• _WHAT YOU NEED TO DO_
Line by line, repeat the data below exactly, beginning at the first line and ending at the line with "width:48px; height:48px; border-radius:6px;". Omit pictures.

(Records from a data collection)
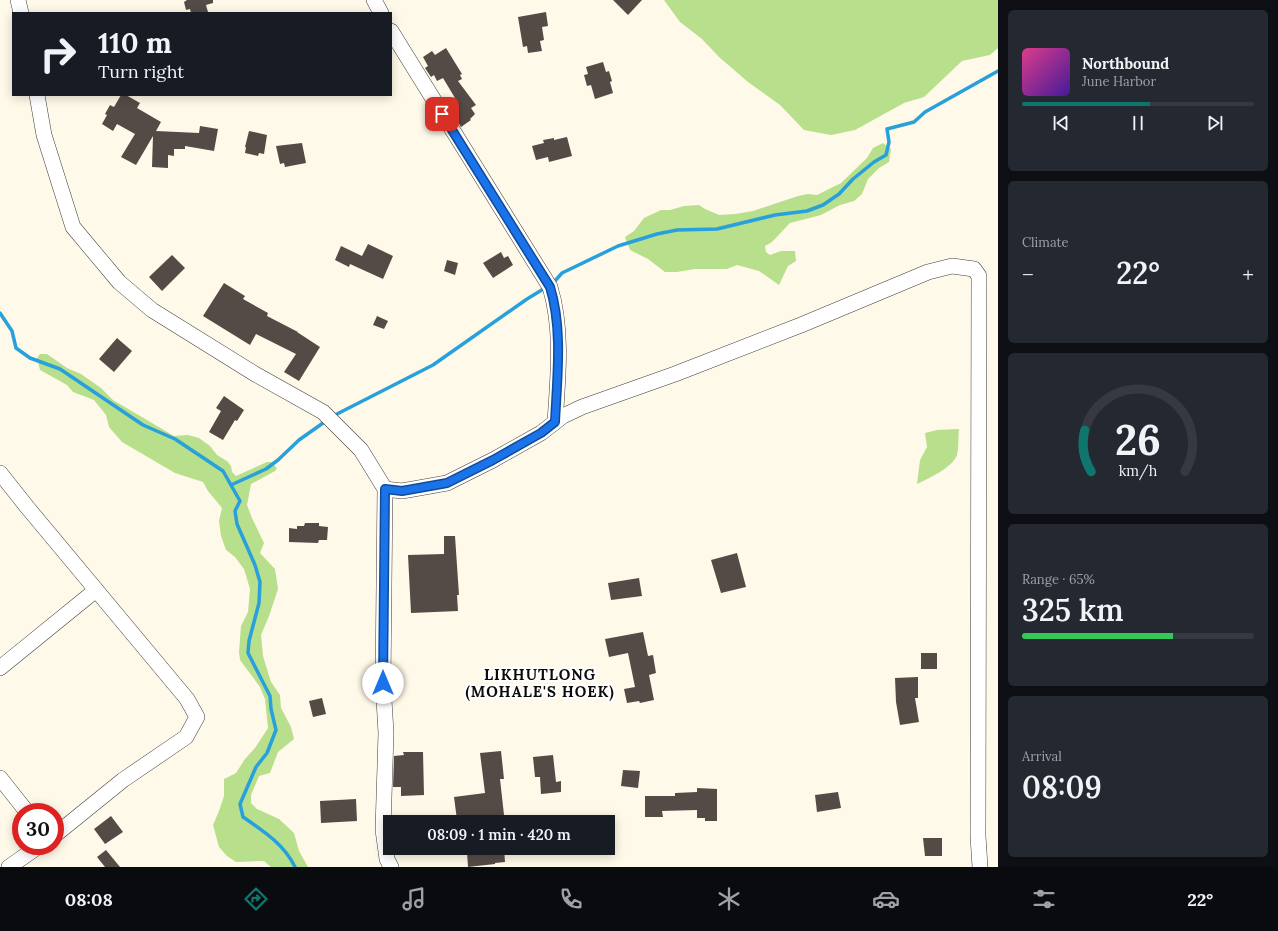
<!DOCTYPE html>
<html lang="en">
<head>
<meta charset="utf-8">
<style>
  body { margin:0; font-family:Lora,serif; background:#242831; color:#f1f3f6; height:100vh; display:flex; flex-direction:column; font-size:15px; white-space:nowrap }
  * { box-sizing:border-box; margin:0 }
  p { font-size:13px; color:#9ea1a6 }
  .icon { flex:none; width:22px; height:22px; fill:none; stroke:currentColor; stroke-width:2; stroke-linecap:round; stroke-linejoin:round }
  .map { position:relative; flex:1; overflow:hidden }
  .panel { display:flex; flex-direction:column; gap:10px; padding:10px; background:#0d0f14; width:280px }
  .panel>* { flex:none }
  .top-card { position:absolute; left:12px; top:12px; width:380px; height:84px; border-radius:0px; box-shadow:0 2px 10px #0003; background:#171b24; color:#f1f3f6; overflow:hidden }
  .speed { position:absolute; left:12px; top:803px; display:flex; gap:8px; font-size:20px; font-weight:700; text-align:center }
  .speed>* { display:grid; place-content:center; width:52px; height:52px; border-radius:50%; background:#171b24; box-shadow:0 2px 10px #0003; line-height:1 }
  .speed .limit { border:6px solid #d22; background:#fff; color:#111 }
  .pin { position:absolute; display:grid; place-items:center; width:34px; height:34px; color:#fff; margin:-17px; border-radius:8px; box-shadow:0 2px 6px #0006 }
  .me { position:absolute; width:44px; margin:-22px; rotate:0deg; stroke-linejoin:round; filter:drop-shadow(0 0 3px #0008) }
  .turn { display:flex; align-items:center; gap:14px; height:84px; padding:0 20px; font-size:18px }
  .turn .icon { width:52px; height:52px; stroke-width:2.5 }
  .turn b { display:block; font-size:28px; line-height:34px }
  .big { font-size:30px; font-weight:600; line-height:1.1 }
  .panel .card { flex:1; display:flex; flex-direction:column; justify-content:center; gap:6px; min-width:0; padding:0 14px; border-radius:6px; background:#242831 }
  .panel .dial { align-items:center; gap:0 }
  .dial svg { height:104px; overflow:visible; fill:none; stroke:#363941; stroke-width:7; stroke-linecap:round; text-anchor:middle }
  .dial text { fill:#f1f3f6; stroke:none }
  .song { display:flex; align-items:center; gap:12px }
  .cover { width:48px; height:48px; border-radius:6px; background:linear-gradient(135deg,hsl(330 70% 55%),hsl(260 70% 35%)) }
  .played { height:4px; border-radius:2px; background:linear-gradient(90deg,#0f766e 55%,#363941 55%) }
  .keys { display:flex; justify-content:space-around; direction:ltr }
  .heat { display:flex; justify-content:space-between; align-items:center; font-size:22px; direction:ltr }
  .charge { height:6px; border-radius:3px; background:linear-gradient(90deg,#34c759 65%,#363941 0) }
  .trip { position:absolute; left:383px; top:815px; width:232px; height:40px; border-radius:0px; background:#171b24; box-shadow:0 2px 10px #0003; font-weight:600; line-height:40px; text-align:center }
  .tabs { display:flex; height:64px; justify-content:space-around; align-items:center; background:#090b0e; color:#9ea1a6 }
  .tabs .icon { width:28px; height:28px }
  .tabs .selected { color:#0f766e }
  .tabs b { font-size:18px; color:#f1f3f6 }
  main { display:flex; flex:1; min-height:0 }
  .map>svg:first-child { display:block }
  .forest { fill:#b8df8c }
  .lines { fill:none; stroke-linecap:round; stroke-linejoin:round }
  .stream { stroke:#27a0db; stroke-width:3.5 }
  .building { fill:#554b46 }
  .minor-casing { stroke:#3e3e3e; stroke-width:16 }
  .minor { stroke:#fff; stroke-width:15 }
  .route-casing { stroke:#114b97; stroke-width:10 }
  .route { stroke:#1a73e8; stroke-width:7 }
  .labels { text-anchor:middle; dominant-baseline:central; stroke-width:4; stroke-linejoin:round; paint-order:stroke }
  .district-label { font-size:15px; font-weight:bold; letter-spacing:1px; fill:#0b0b0b; stroke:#fff }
</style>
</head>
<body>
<main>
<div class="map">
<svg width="998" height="867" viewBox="0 0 998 867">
  <rect width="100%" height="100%" fill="#fff9e9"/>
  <g class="forest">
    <polygon points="664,0 998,0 998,48 990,55 962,61 924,97 904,103 855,130 831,135 804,130 780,105 748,82 719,57 702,39 680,22"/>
    <polygon points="883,143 891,149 889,162 879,168 868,179 862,194 854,201 840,205 821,215 790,223 772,242 765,246 766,252 770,255 781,251 795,251 796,261 788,266 779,285 759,271 737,265 727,269 695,269 677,272 665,272 648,259 630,250 625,237 634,231 644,218 661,210 670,210 684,206 699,205 705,209 719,215 735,214 753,211 798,196 808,194 817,195 841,183 867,158 873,148"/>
    <polygon points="40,354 47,354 67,368 81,374 101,388 113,400 174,436 188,435 199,438 210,446 217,455 227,461 231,466 232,472 236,476 267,462 271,462 277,468 275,471 251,484 247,505 252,518 264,543 260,553 275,569 278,589 269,616 261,635 263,656 271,682 280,695 281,708 291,727 294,739 278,752 270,773 259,776 251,795 251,803 257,809 279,819 294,833 299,851 308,867 271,867 264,861 236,862 227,856 219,847 213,825 219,811 224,796 224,779 236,773 245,759 255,748 268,728 265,699 260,687 240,660 239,652 241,626 248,612 250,589 244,569 235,557 226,550 221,536 219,521 222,508 208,491 203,482 175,473 122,442 109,427 106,415 94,400 73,392 67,385 40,370 37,358"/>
    <path d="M959 429C958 437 959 447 957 455 953 467 928 479 917 484L920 460 927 447 925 433 937 430Z"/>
  </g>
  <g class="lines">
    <g class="stream">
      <polyline points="554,282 562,273 618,246 657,234 677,230 717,229 775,215 807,211 823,205 839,194 853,179 874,162 886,155 889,142 887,129 914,122 925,112 998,71"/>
      <path d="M0 313 12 331 16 348 30 358 60 369 143 425 175 439 223 471 240 501 235 511 237 524 255 565 260 582 259 603 249 641 248 653 270 696 271 709 276 730 267 753 256 767 240 804 243 817C263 831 284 844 295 867"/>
      <polyline points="335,415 433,365 527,299 545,288"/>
      <polyline points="231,485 266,469 278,460 299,440 323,423"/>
    </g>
  </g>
  <g class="building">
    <polygon points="187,0 213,0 213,3 206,5 208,12 191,13 190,9 186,10 184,2"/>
    <polygon points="613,0 642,0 628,15"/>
    <polygon points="546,12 548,26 542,27 544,40 540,41 542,51 528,53 527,46 523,47 518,17"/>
    <polygon points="446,48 462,74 460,75 462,79 458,81 476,105 471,108 475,114 470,119 471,120 461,127 447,104 455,98 443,78 437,81 434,75 431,77 425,68 428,66 423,57 432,51 435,55"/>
    <polygon points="603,62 606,72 609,71 612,81 610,82 613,93 595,99 591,85 587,86 584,75 588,74 586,67"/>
    <polygon points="121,95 126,95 140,103 137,108 161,122 156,131 199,133 200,126 218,129 214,151 185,146 185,149 174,149 174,156 168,155 168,168 152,167 153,136 136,165 121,157 135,134 117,124 113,131 102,124 107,115 105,114 110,105 114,107"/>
    <polygon points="249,131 267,135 264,154 259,153 258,156 245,153 246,147 245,147"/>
    <polygon points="567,137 572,156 549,162 548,157 536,160 532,146 544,143 543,140 554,138 554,140"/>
    <polygon points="302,143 306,163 285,167 284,163 280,164 276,146"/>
    <polygon points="368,244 393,256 383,279 350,264 349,267 335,260 341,246 362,256"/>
    <polygon points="501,252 504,258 508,256 513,265 493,278 483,263"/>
    <polygon points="172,255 185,268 162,291 149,277"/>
    <polygon points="447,260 458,263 455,275 444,271"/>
    <polygon points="224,283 245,296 243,299 268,313 267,316 298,332 297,332 320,347 299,381 284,372 296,354 256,334 250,345 203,316"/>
    <polygon points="377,316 388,321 384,329 373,325"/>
    <polygon points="117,338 132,351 114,372 99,359"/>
    <polygon points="224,396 244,410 237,421 235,420 223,440 209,432 221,411 216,408"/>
    <polygon points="305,523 319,523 319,526 328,527 327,540 319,540 318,543 289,542 289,528 297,529 297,526 304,526"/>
    <polygon points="444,536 455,536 459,595 457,595 458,611 411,613 408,555 444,554"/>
    <polygon points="737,553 746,587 721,593 711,560"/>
    <polygon points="639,578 642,596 611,600 608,583"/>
    <polygon points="643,632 648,656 653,655 656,673 649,675 654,700 640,703 639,701 627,703 624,689 635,687 628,653 609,657 605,639"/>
    <rect x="921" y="653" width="16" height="16"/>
    <polygon points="918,677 918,698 915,698 919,722 900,725 896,702 895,678"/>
    <polygon points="322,698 326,714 313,717 309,701"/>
    <polygon points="501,751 504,779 500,779 504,815 457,820 454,797 485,793 480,753"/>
    <polygon points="403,752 423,752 424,795 401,796 401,787 393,787 394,756 404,755"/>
    <polygon points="553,755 556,782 561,781 561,792 541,794 540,777 535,777 533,757"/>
    <polygon points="623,770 640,771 638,788 621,786"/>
    <polygon points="697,788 717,789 717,821 705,821 705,818 697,818 697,810 662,811 663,817 645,817 645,796 675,796 675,793 697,792"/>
    <polygon points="838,792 841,808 817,812 815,795"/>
    <polygon points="356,799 357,821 321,823 320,801"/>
    <polygon points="111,816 123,832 105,844 94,829"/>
    <polygon points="923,838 942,838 942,856 925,856"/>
    <polygon points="482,848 504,848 505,862 495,863 495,864 468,867 467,852 475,851 475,849"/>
    <polygon points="106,850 120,867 105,867 97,857"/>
  </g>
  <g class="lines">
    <defs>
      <g id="minor">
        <polyline points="18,0 21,13"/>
        <polyline points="374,0 381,13"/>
        <path d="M391 31 550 287C563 329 558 378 555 422"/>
        <polyline points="37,95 44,135 73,227 119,282 152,310 255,374 323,412 361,450 385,489 383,683 386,733 383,830 387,859 391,867"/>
        <polyline points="0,473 27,507 187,699 197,717 186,737 123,780 55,835"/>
        <polyline points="385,489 402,491 447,483 493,460 541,433 563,416 582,407 675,374 801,325 928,272 952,266 974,269 979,276 978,836 980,867"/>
        <polyline points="0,668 96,590"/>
        <polyline points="0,778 27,812"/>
        <polyline points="9,867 39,846"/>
      </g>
    </defs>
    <use href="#minor" class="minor-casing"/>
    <use href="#minor" class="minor"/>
  </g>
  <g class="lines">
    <defs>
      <path id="route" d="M383 683 385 489 402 491 447 483 493 460 541 433 555 422C557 380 563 328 550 287L442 114"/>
    </defs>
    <use href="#route" class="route-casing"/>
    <use href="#route" class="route"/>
  </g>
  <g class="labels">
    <g class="district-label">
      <text x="540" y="674">LIKHUTLONG<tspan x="540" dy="17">(MOHALE'S HOEK)</tspan></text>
    </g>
  </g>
</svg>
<div class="speed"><div class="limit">30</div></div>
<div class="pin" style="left:442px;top:114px;background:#d93025"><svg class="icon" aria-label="arrive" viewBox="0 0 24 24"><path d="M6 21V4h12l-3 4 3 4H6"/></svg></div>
<svg class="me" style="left:383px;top:683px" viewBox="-20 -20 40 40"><circle r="19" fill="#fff"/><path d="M0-13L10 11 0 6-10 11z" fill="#1a73e8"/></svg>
<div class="trip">08:09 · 1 min · 420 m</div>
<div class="top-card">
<div class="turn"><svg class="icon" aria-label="right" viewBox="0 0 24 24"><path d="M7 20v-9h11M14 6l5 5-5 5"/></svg><div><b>110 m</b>Turn right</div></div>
</div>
</div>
<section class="panel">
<div class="card">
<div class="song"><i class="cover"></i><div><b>Northbound</b><p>June Harbor</p></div></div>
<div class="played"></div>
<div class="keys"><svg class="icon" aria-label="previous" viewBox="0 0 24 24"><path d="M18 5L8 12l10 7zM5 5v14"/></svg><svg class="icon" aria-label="pause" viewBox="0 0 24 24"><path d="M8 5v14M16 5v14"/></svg><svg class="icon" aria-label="next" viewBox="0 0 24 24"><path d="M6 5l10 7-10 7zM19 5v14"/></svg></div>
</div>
<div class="card"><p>Climate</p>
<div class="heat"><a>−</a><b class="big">22°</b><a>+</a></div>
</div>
<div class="card dial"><svg viewBox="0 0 100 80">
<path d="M14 69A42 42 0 1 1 86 69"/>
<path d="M14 69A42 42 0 0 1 9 37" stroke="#0f766e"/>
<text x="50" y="56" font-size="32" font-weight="700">26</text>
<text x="50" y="72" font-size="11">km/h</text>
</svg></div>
<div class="card"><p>Range · 65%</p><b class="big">325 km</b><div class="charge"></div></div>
<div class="card"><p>Arrival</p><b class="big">08:09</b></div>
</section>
</main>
<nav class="tabs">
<b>08:08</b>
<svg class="icon selected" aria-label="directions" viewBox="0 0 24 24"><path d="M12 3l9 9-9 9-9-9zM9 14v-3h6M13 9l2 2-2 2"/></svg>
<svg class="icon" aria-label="music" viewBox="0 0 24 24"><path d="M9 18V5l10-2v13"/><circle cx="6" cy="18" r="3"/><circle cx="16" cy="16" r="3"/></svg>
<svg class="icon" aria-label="phone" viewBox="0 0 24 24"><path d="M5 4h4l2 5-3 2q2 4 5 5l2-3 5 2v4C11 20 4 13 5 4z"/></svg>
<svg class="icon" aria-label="climate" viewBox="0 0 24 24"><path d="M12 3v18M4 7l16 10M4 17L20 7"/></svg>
<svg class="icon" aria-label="car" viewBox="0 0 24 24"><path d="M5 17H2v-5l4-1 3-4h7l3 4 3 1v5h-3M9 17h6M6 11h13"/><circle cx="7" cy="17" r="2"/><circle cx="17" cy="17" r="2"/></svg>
<svg class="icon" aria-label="filters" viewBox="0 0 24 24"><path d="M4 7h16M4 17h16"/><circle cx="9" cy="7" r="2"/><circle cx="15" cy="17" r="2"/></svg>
<b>22°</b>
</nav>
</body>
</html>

• _EXERCISE RESPONSE_
<!DOCTYPE html>
<html lang="en">
<head>
<meta charset="utf-8">
<style>
  body { margin:0; font-family:Lora,serif; background:#242831; color:#f1f3f6; height:100vh; display:flex; flex-direction:column; font-size:15px; white-space:nowrap }
  * { box-sizing:border-box; margin:0 }
  p { font-size:13px; color:#9ea1a6 }
  .icon { flex:none; width:22px; height:22px; fill:none; stroke:currentColor; stroke-width:2; stroke-linecap:round; stroke-linejoin:round }
  .map { position:relative; flex:1; overflow:hidden }
  .panel { display:flex; flex-direction:column; gap:10px; padding:10px; background:#0d0f14; width:280px }
  .panel>* { flex:none }
  .top-card { position:absolute; left:12px; top:12px; width:380px; height:84px; border-radius:0px; box-shadow:0 2px 10px #0003; background:#171b24; color:#f1f3f6; overflow:hidden }
  .speed { position:absolute; left:12px; top:803px; display:flex; gap:8px; font-size:20px; font-weight:700; text-align:center }
  .speed>* { display:grid; place-content:center; width:52px; height:52px; border-radius:50%; background:#171b24; box-shadow:0 2px 10px #0003; line-height:1 }
  .speed .limit { border:6px solid #d22; background:#fff; color:#111 }
  .pin { position:absolute; display:grid; place-items:center; width:34px; height:34px; color:#fff; margin:-17px; border-radius:8px; box-shadow:0 2px 6px #0006 }
  .me { position:absolute; width:44px; margin:-22px; rotate:0deg; stroke-linejoin:round; filter:drop-shadow(0 0 3px #0008) }
  .turn { display:flex; align-items:center; gap:14px; height:84px; padding:0 20px; font-size:18px }
  .turn .icon { width:52px; height:52px; stroke-width:2.5 }
  .turn b { display:block; font-size:28px; line-height:34px }
  .big { font-size:30px; font-weight:600; line-height:1.1 }
  .panel .card { flex:1; display:flex; flex-direction:column; justify-content:center; gap:6px; min-width:0; padding:0 14px; border-radius:6px; background:#242831 }
  .panel .dial { align-items:center; gap:0 }
  .dial svg { height:104px; overflow:visible; fill:none; stroke:#363941; stroke-width:7; stroke-linecap:round; text-anchor:middle }
  .dial text { fill:#f1f3f6; stroke:none }
  .song { display:flex; align-items:center; gap:12px }
  .cover { width:48px; height:48px; border-radius:6px; background:linear-gradient(135deg,hsl(330 70% 55%),hsl(260 70% 35%)) }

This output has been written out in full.